■ **ASSIGNMENT**
Where does the word "Dearness" appear in the data? Copy every line that holds it.

■ **Saved data entries**
[Start of section]

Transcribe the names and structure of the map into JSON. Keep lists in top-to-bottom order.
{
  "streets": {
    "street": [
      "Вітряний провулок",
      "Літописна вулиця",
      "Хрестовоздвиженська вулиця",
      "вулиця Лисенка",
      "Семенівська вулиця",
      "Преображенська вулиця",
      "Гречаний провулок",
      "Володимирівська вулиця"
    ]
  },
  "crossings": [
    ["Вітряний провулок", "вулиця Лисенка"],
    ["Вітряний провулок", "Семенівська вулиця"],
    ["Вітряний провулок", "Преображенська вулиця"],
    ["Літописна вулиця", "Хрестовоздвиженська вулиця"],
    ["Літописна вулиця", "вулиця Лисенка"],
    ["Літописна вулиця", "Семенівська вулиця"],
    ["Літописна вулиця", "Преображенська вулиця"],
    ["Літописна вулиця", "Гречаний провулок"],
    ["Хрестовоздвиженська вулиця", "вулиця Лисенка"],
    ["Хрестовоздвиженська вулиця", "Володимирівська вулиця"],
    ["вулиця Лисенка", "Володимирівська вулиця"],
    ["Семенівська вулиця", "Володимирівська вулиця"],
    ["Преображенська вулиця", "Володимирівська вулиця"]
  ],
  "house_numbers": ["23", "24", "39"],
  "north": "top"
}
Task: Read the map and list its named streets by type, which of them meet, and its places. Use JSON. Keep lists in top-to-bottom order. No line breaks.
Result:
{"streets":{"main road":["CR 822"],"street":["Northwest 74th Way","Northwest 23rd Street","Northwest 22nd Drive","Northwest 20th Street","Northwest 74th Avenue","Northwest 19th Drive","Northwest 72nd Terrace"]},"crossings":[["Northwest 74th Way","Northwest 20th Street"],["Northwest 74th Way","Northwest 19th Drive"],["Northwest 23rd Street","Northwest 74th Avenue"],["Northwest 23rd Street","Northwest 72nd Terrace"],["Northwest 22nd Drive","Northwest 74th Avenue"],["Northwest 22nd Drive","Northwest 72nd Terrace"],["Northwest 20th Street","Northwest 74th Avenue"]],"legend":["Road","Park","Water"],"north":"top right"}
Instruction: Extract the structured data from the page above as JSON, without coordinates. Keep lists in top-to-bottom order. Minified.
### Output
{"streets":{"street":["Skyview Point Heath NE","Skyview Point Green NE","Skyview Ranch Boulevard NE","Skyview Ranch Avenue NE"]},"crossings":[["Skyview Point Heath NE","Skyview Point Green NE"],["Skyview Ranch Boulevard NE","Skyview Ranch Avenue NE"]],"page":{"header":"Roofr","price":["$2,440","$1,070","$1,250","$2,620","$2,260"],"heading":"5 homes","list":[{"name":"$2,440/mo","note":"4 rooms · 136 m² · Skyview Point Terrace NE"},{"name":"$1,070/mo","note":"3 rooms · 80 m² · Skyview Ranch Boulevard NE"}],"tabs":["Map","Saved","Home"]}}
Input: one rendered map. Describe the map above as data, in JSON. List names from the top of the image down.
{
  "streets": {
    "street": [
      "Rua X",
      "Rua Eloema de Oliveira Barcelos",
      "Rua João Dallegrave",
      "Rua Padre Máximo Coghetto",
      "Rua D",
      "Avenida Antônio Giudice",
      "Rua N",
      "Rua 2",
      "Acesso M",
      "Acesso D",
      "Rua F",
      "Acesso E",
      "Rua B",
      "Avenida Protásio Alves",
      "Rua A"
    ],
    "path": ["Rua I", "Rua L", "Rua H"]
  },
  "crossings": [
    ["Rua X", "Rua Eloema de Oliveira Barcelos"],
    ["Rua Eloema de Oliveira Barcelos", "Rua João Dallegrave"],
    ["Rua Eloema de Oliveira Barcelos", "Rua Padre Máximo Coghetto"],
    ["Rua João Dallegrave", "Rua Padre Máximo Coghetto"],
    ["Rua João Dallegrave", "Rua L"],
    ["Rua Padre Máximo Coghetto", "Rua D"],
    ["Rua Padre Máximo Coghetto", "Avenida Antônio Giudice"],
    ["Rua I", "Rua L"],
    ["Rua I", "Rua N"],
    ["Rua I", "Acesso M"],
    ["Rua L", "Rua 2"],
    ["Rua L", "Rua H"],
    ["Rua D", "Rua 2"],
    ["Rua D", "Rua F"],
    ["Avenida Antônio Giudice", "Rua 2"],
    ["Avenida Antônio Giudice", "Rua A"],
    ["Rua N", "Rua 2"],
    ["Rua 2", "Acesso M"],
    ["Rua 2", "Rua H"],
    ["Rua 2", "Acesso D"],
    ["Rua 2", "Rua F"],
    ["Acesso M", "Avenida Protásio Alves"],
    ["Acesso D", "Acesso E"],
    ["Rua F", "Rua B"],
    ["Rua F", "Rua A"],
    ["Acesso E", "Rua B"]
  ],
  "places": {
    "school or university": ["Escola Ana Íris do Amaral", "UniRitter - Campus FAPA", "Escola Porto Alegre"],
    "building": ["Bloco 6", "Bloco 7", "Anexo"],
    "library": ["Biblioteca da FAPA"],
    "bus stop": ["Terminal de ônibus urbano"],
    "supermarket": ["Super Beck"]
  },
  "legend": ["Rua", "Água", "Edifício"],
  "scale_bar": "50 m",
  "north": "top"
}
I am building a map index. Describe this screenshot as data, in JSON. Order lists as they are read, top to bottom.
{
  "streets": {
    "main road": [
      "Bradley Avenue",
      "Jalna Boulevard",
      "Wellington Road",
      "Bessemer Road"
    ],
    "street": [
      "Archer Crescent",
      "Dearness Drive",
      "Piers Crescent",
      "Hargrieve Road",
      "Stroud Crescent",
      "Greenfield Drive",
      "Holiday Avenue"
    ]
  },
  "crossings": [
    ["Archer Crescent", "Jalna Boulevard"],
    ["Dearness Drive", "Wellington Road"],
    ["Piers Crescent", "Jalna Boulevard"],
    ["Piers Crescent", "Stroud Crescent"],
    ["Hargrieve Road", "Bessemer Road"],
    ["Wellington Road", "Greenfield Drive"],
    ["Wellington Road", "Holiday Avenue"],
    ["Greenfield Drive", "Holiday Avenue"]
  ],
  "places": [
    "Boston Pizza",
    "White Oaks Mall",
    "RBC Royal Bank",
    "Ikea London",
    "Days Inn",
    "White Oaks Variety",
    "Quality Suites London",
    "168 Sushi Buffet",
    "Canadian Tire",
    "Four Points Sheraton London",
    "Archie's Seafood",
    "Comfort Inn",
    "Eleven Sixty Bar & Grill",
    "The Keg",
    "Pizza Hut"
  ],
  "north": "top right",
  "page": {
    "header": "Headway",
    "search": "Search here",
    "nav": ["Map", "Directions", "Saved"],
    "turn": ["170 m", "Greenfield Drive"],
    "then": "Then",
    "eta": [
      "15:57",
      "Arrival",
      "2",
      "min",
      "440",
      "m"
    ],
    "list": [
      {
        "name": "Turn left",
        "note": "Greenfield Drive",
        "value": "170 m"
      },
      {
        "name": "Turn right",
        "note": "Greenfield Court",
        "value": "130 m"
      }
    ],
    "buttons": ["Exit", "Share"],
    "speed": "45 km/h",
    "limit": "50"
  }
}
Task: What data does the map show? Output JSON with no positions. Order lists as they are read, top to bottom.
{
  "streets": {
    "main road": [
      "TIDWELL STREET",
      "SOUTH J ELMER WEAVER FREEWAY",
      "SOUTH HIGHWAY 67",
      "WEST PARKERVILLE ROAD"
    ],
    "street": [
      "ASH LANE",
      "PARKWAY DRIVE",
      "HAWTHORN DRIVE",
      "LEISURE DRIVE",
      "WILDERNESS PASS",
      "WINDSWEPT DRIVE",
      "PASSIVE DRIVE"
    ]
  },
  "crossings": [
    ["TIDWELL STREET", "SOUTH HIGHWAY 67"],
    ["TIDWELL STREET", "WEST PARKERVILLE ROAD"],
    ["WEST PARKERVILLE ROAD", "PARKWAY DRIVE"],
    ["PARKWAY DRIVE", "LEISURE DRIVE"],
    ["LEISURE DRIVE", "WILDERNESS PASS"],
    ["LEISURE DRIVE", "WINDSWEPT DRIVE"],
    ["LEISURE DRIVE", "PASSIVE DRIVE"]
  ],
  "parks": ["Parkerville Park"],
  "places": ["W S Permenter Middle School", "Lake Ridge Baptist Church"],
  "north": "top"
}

[End of section]

■ **EXERCISE SOLUTION**
      "Dearness Drive",
    ["Dearness Drive", "Wellington Road"],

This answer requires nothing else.